## EXERCISE DESCRIPTION
Lines from the one with "Brandon<br>Coates Community Park</span>" through the end of the listing below should be set down exactly, with no other line included.

## DATA SECTION
■ ■ ■ ■
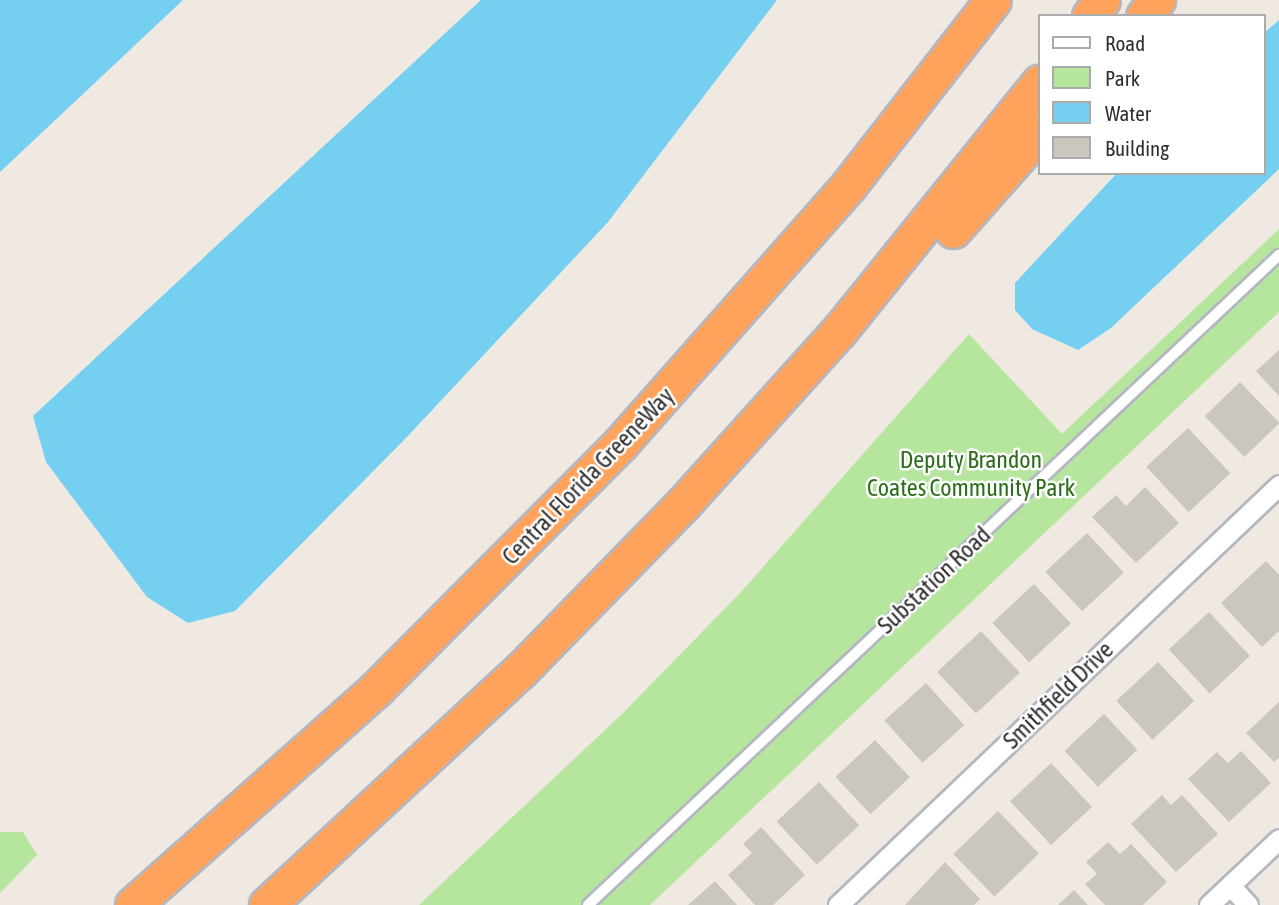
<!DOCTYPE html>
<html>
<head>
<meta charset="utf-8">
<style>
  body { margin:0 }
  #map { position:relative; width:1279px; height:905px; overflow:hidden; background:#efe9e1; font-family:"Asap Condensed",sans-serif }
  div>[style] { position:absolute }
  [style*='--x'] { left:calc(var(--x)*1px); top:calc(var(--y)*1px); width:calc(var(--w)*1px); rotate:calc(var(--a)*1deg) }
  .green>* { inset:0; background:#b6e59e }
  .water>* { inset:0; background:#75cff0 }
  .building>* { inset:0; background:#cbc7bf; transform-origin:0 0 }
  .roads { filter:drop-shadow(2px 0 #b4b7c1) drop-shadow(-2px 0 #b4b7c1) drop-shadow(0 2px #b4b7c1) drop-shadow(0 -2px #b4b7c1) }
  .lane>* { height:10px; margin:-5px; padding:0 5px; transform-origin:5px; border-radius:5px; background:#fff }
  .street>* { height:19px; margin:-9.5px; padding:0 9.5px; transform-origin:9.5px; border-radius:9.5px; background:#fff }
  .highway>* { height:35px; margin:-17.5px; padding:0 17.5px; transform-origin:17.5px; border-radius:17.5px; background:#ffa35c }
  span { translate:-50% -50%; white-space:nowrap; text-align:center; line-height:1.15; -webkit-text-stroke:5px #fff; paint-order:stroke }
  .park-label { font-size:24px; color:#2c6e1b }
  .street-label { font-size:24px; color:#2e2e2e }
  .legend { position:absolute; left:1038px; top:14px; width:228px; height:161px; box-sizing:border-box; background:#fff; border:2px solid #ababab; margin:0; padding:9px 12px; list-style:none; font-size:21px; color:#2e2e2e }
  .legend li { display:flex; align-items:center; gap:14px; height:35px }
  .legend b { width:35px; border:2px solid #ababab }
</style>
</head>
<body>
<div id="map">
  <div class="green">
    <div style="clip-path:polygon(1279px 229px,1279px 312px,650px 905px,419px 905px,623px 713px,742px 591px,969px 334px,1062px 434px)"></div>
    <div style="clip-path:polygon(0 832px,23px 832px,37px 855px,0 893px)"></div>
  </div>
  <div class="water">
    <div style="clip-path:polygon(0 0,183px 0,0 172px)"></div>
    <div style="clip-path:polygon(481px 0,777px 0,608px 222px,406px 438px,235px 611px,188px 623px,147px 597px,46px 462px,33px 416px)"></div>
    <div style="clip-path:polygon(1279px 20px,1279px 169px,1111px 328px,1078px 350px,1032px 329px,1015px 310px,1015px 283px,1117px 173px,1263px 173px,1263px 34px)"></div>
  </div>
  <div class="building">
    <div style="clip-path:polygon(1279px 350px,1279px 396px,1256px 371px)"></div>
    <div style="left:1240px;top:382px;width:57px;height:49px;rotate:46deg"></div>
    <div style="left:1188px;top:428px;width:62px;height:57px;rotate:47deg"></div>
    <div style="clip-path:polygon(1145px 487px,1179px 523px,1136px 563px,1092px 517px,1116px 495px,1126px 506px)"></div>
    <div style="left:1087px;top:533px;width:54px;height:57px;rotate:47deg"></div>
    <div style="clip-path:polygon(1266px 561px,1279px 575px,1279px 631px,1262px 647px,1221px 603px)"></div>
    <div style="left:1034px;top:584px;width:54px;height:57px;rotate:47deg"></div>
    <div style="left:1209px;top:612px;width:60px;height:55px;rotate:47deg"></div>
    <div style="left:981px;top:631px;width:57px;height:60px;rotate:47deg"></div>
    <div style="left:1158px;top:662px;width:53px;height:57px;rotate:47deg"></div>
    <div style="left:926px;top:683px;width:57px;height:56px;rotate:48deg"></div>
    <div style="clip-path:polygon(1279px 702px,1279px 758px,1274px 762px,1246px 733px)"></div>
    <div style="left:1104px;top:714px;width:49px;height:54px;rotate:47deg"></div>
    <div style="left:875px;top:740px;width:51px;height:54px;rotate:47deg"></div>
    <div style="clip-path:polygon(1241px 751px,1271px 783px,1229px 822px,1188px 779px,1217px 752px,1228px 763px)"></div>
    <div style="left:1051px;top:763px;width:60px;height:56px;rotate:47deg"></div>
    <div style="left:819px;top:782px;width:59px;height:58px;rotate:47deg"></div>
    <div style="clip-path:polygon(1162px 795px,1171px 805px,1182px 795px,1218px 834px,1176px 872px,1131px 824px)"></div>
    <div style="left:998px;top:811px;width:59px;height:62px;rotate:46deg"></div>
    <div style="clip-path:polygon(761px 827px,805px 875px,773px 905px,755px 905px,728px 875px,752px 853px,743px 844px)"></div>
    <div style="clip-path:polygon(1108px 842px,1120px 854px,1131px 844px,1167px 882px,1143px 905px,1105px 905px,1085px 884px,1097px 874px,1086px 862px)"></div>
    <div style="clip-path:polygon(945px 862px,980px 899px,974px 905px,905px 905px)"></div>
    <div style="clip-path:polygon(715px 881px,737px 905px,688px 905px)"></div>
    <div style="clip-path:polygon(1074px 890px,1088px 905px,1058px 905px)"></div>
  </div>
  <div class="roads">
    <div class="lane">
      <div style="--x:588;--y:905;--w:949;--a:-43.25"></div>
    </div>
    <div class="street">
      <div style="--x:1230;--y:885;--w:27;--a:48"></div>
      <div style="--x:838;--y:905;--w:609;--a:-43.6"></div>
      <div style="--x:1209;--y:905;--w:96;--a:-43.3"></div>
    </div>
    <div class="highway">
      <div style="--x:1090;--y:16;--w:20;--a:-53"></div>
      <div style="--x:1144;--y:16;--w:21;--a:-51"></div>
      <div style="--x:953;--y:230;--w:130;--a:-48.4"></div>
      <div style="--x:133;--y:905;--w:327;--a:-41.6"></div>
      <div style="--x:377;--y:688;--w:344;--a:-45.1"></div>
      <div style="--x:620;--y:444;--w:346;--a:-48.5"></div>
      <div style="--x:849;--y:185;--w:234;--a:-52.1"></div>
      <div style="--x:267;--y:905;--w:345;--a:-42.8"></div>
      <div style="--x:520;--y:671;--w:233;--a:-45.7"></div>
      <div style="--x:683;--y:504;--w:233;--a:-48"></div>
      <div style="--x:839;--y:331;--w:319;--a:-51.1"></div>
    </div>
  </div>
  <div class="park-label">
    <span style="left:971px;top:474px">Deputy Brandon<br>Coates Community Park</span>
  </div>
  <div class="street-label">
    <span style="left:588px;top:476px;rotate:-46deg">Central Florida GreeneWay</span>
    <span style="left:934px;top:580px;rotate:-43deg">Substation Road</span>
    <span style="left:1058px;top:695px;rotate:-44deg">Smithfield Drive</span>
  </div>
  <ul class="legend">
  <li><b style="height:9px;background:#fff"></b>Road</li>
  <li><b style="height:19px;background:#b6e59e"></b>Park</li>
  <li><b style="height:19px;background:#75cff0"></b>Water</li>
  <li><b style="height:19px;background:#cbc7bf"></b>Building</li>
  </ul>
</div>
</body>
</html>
■ ■ ■ ■
## OUTPUT FOR THIS EXERCISE
    <span style="left:971px;top:474px">Deputy Brandon<br>Coates Community Park</span>
  </div>
  <div class="street-label">
    <span style="left:588px;top:476px;rotate:-46deg">Central Florida GreeneWay</span>
    <span style="left:934px;top:580px;rotate:-43deg">Substation Road</span>
    <span style="left:1058px;top:695px;rotate:-44deg">Smithfield Drive</span>
  </div>
  <ul class="legend">
  <li><b style="height:9px;background:#fff"></b>Road</li>
  <li><b style="height:19px;background:#b6e59e"></b>Park</li>
  <li><b style="height:19px;background:#75cff0"></b>Water</li>
  <li><b style="height:19px;background:#cbc7bf"></b>Building</li>
  </ul>
</div>
</body>
</html>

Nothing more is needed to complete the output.